WHAT IS CLAIMED IS: 1. A casino bonus game for an underlying casino game machine, said casino bonus game comprising: a playing field; a ball, said ball propelled onto said playing field when an initiate condition occurs during the play of said underlying game; a row of lanes on said playing field, said ball after traversing said playing field traveling through one of said lanes in said row; a display at said row of lanes on said playing field for displaying at least one target across a plurality of said lanes; a game response indication when said ball travels through said one lane, said game response indication being an award when said at least one target is hit.
2. The casino bonus game of claim 1 wherein said at least one target is randomly displayed.
3. The casino bonus game of claim 1 wherein said at least one target has a payoff value different from lanes not having said at least one target.
4. The casino bonus game of claim 1 wherein said casino underlying game machine is a slot machine, said slot machine having a plurality of reels and a payline.
5. The casino bonus game of claim 4 wherein said initiate condition occurs when a bonus game symbol appears on said payline during the play of said slot machine game.
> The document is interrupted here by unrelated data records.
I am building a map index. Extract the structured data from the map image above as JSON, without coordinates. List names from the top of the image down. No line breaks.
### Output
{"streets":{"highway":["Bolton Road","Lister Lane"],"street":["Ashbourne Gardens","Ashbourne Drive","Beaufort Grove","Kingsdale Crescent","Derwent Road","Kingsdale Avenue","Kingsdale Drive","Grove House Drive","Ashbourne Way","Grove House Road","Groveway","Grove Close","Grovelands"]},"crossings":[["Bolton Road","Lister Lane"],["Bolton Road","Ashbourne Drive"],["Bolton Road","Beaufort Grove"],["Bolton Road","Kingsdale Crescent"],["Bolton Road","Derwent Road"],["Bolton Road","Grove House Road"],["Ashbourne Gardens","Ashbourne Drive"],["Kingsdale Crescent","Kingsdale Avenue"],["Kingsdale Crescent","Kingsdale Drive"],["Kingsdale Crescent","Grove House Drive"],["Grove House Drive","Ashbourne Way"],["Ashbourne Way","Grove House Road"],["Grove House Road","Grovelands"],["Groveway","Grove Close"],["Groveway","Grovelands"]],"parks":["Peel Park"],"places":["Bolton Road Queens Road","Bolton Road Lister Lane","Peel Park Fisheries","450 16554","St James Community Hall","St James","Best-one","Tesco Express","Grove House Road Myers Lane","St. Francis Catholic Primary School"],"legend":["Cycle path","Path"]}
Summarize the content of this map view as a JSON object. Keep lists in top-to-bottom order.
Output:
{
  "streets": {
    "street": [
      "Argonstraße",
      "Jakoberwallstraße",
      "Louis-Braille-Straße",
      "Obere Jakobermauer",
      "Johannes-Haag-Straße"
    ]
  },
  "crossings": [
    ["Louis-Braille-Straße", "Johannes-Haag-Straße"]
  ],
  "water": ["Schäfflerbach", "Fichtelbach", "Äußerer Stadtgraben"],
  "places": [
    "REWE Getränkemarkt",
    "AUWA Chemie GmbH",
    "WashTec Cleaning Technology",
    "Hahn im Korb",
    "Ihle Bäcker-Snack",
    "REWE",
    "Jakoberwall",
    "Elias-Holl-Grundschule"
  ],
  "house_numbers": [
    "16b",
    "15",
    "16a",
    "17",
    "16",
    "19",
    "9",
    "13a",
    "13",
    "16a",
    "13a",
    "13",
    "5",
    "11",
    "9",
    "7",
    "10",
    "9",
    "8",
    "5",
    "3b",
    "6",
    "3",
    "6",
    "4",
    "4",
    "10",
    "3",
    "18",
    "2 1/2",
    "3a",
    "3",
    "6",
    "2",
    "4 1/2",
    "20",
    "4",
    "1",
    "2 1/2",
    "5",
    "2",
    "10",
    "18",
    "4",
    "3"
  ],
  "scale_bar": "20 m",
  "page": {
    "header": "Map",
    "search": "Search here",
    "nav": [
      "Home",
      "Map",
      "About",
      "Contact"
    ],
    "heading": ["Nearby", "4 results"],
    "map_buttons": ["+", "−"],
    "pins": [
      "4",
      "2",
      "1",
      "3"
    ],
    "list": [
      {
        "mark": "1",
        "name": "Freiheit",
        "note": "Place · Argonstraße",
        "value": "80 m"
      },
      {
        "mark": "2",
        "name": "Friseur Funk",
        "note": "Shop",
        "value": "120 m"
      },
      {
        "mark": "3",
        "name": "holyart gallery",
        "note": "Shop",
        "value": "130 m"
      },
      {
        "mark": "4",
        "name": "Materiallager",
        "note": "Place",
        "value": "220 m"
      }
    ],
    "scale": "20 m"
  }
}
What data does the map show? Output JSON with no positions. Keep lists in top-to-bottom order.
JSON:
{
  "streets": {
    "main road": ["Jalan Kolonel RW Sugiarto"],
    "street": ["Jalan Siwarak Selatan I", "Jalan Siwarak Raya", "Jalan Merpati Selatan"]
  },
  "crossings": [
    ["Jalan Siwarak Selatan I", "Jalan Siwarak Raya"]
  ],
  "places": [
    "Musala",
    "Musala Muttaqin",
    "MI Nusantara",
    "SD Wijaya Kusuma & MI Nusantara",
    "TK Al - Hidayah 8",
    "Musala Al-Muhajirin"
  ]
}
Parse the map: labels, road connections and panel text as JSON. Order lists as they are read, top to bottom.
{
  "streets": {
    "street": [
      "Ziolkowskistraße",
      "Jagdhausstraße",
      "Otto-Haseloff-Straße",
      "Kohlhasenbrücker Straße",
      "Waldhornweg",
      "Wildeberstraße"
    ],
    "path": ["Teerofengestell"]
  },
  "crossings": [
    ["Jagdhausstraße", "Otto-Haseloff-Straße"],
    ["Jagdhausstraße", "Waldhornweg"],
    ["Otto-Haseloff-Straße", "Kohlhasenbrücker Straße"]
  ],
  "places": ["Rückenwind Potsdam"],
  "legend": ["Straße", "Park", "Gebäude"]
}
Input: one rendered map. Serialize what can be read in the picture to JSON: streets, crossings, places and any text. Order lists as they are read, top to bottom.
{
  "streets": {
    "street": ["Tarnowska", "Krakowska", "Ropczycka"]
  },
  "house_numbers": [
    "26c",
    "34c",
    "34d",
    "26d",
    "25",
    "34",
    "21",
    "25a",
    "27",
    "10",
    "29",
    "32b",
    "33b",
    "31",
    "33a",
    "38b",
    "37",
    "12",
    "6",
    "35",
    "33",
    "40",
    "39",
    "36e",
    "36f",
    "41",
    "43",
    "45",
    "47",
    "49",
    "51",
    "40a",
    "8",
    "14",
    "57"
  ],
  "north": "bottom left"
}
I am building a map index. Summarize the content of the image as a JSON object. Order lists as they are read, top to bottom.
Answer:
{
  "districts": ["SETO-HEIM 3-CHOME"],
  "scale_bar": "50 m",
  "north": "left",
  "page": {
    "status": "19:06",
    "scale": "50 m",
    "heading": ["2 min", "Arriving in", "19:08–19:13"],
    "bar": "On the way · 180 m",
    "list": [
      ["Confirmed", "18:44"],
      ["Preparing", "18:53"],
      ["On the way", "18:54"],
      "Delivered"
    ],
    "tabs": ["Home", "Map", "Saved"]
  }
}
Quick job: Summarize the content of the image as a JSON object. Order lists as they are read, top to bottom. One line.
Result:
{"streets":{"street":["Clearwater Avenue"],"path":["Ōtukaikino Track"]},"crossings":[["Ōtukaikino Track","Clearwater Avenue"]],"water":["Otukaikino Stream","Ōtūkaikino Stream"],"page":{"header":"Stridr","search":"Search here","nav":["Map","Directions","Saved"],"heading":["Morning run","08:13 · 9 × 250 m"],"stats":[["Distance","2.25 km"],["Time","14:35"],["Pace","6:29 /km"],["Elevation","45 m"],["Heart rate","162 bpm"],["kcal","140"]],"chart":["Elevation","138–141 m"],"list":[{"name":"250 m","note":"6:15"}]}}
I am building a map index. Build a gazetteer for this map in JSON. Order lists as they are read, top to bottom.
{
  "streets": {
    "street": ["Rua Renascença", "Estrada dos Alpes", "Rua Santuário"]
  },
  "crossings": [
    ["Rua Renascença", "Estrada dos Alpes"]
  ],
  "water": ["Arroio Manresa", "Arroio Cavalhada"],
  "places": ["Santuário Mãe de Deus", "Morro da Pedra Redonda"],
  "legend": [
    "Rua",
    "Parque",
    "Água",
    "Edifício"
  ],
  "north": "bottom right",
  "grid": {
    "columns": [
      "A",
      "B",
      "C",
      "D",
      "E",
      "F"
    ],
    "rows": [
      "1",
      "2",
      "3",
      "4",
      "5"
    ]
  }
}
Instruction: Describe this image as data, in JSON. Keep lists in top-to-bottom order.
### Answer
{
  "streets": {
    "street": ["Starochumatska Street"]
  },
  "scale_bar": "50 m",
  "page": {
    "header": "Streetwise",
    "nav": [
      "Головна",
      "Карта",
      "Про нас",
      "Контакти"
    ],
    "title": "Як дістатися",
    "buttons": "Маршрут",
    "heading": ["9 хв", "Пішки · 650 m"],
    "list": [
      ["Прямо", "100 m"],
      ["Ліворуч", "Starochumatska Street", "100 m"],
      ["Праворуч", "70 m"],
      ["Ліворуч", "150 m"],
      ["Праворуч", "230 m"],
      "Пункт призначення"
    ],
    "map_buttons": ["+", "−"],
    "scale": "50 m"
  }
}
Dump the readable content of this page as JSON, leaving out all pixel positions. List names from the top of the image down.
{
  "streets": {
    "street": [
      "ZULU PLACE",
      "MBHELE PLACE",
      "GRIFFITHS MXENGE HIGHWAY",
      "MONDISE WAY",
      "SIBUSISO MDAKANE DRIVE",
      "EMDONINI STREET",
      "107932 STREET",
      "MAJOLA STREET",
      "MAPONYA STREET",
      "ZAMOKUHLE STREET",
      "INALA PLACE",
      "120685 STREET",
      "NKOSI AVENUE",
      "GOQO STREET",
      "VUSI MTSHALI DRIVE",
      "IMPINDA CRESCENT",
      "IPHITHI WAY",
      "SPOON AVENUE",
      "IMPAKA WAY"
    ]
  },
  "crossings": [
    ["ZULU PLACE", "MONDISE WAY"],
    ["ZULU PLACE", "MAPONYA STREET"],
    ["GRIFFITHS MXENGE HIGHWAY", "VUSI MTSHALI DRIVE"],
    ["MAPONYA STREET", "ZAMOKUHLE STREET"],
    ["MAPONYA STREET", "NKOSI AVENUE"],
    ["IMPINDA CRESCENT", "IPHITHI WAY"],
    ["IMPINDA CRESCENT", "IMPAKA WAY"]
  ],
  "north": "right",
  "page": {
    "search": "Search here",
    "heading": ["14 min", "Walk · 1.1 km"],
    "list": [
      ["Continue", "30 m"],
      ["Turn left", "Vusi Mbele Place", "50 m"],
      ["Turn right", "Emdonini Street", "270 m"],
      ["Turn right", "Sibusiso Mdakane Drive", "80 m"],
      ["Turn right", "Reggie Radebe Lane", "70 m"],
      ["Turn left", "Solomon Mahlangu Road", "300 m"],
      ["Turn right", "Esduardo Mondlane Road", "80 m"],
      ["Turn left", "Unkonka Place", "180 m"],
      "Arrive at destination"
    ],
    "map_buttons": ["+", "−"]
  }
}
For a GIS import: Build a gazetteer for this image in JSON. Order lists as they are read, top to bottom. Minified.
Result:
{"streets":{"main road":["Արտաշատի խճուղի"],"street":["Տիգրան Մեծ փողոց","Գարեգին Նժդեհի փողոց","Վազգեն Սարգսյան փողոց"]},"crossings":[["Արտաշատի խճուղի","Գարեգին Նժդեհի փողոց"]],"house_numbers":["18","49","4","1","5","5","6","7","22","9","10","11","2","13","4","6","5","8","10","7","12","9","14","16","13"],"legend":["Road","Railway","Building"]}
6. The casino bonus game of claim 1 wherein said initiate condition is an accumulated value based upon said play of said underlying game machine.
7. The casino bonus game of claim 1 wherein the at least one target is a plurality of targets, and wherein at least one of the plurality of targets displays a special effect; when said one target displaying the special effect is hit, then increasing said award.
8. The casino bonus game of claim 1 wherein the at least one target moves across lanes in said row.
9. The casino bonus game of claim 1 wherein said display further randomly displays at least one end-of-game target in at least one lane in said row, said casino bonus game ending when said end- of-game target is hit.
10. The casino bonus game of claim 1 wherein when said ball travels through one said lane with no target the casino bonus game ends.
11. The casino bonus game of claim 1 wherein when said ball travels through one said lane with no target, then a new ball is propelled.
12. The casino bonus game of claim 1 wherein when said at least one target is hit, then a new ball is propelled.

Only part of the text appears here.